SUPPLIED MATERIAL:
□ □ □ □ □ □ □
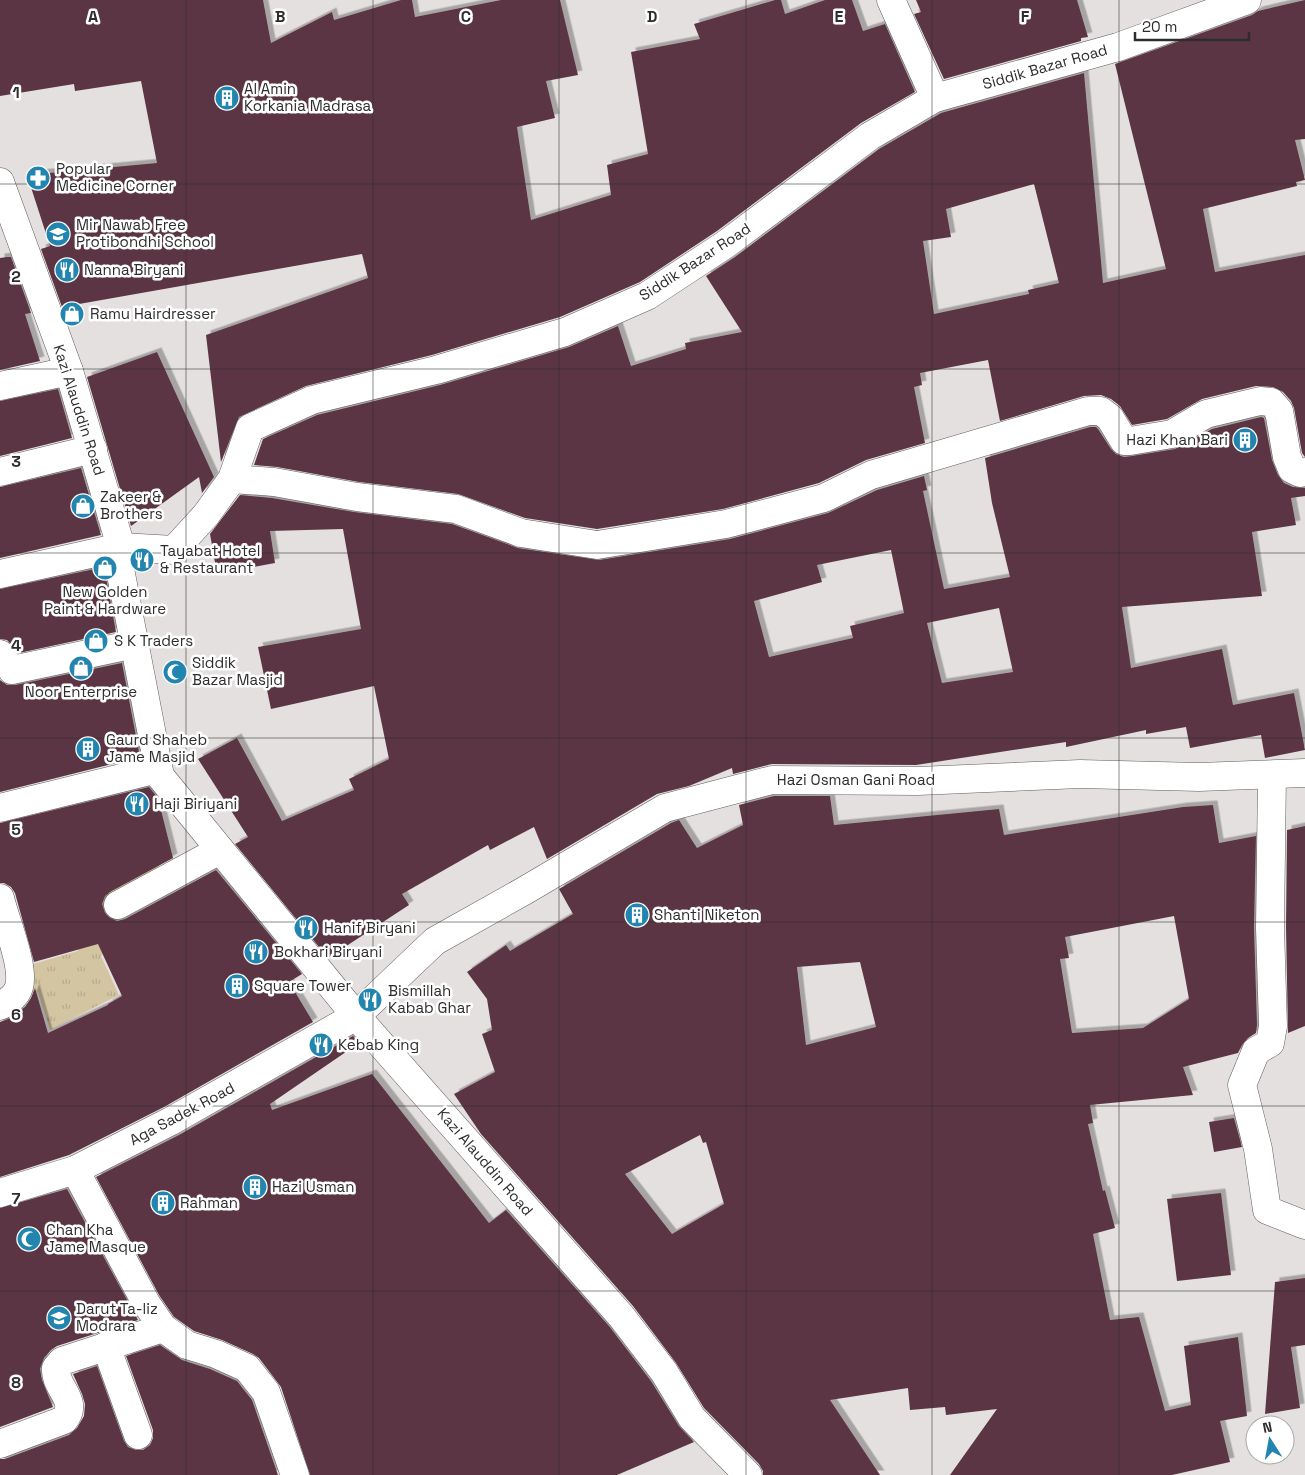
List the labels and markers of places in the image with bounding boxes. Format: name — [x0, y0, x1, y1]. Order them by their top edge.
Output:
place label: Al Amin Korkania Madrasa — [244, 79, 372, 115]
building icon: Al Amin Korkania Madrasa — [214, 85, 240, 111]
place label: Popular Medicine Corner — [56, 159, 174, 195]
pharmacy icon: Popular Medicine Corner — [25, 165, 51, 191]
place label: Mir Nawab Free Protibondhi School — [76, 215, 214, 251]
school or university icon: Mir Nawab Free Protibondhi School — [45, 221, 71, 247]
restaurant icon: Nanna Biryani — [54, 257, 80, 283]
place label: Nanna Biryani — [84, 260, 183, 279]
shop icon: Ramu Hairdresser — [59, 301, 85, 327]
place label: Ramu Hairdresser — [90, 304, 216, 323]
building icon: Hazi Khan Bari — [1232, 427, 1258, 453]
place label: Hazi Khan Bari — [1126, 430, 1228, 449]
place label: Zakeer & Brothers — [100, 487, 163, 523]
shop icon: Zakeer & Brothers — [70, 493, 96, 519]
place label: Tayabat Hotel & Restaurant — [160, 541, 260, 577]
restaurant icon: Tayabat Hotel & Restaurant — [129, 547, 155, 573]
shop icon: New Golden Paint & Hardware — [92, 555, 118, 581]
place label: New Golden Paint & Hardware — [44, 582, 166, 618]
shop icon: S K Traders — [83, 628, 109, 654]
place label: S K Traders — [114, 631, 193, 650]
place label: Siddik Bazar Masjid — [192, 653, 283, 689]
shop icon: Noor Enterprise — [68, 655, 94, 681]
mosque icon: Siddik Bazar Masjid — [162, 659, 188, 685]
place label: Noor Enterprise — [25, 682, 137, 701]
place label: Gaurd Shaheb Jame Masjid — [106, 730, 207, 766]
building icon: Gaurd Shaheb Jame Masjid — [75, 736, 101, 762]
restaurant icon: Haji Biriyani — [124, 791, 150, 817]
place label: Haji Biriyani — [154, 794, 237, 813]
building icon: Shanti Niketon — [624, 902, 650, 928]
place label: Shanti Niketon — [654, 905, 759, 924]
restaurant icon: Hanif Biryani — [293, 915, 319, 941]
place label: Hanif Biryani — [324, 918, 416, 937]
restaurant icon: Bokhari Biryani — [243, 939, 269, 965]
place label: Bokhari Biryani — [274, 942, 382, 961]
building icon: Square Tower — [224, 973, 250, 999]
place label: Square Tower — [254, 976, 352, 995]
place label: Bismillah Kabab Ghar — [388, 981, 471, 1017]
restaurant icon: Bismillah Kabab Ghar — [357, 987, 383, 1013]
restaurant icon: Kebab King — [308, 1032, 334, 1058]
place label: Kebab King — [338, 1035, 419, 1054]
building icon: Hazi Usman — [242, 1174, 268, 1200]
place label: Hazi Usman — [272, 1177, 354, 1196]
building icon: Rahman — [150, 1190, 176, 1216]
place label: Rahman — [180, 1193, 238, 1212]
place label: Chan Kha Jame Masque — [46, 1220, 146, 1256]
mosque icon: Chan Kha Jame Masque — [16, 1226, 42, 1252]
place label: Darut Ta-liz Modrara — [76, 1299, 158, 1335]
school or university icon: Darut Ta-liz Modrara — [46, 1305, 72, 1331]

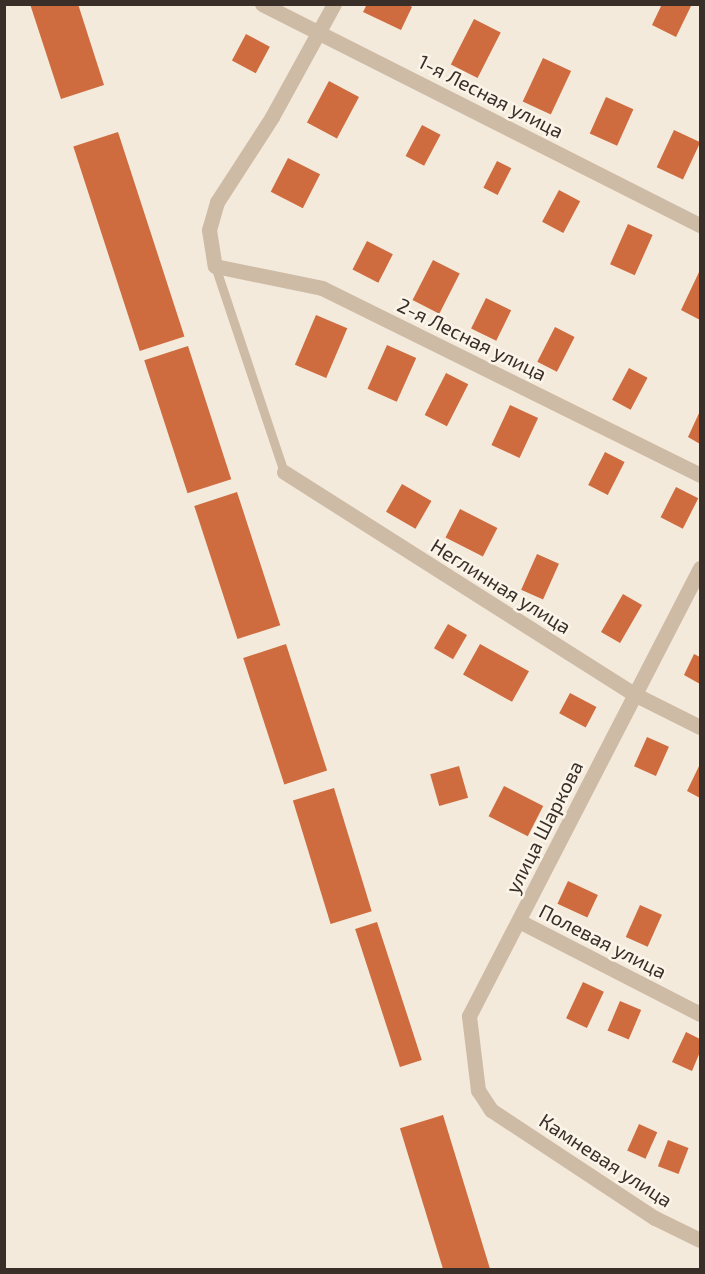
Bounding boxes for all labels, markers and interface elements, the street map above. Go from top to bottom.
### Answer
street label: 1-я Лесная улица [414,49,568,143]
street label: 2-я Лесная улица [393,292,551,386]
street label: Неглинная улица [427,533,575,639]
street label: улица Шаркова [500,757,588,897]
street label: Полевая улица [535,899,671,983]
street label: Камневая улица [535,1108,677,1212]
□ □ □ □ □ □ □
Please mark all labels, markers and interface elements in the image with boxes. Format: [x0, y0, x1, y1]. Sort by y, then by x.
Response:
□ □ □ □ □ □ □
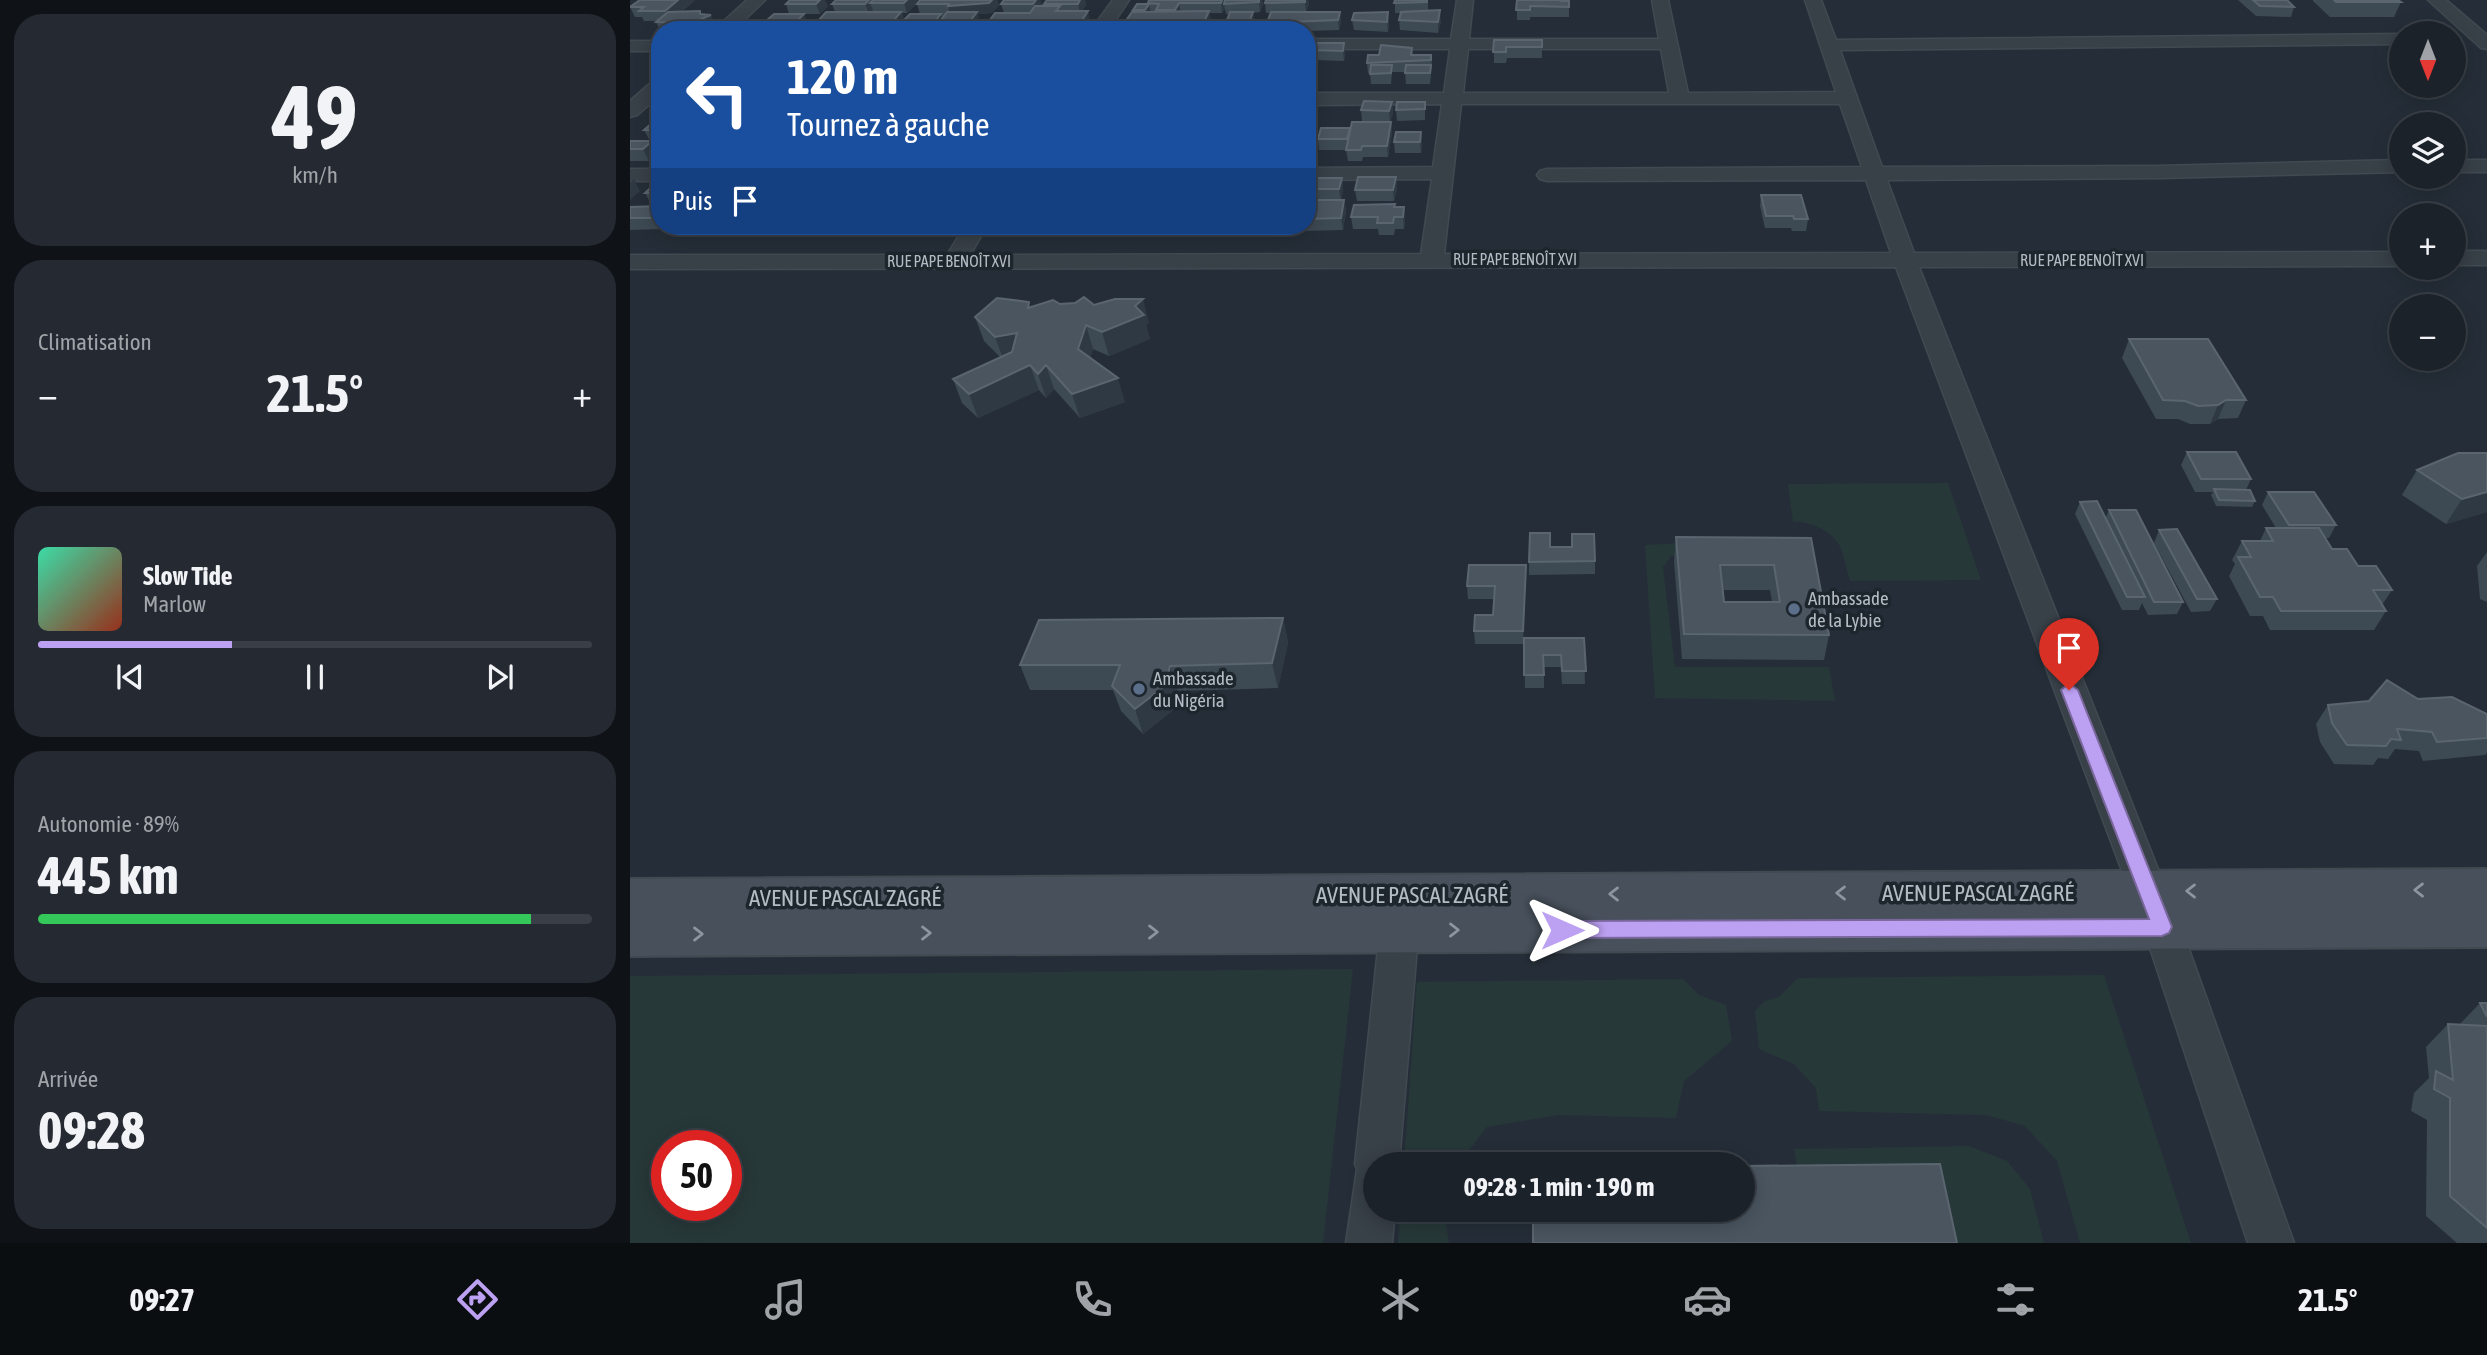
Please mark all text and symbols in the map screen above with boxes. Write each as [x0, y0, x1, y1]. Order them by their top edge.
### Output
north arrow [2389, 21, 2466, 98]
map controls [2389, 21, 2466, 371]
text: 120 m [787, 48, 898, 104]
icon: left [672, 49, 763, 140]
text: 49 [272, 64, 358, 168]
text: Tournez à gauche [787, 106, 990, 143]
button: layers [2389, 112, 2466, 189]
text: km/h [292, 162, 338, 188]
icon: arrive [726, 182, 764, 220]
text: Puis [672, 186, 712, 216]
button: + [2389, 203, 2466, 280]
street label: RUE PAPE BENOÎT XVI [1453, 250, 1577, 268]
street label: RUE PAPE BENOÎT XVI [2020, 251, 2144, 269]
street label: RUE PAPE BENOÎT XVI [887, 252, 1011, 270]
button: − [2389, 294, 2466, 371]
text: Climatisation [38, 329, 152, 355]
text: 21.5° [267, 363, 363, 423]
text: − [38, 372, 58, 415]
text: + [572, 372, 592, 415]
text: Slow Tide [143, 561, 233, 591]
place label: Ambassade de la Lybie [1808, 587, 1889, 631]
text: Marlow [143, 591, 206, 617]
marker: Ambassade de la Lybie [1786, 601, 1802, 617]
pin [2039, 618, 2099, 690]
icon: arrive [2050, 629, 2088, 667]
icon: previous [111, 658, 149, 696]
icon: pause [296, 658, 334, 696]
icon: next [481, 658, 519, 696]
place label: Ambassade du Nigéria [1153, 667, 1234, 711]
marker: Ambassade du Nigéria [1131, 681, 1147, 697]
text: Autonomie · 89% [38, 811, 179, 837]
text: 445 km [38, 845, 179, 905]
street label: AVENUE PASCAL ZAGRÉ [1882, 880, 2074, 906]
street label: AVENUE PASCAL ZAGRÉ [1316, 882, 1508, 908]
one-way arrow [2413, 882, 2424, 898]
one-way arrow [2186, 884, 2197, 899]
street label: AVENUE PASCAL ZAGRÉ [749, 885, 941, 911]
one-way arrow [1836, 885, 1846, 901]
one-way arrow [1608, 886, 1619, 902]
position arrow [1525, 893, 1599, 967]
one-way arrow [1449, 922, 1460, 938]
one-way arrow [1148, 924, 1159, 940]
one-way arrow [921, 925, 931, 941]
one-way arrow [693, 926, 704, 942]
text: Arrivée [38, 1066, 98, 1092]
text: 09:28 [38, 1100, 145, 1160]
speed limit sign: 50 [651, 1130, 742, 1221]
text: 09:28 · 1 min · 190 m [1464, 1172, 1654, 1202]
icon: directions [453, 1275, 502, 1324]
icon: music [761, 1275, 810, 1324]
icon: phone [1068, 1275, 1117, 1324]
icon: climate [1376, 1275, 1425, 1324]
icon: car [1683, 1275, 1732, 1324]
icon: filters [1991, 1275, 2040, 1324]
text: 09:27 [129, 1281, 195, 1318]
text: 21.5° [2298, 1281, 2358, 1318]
□ □ □ □ □ □ □
DESCRIPTION OF THE TASK:
Among the entries above, say how many lines hold the word "them". No other words belong in the answer.

YOUR RESPONSE:
2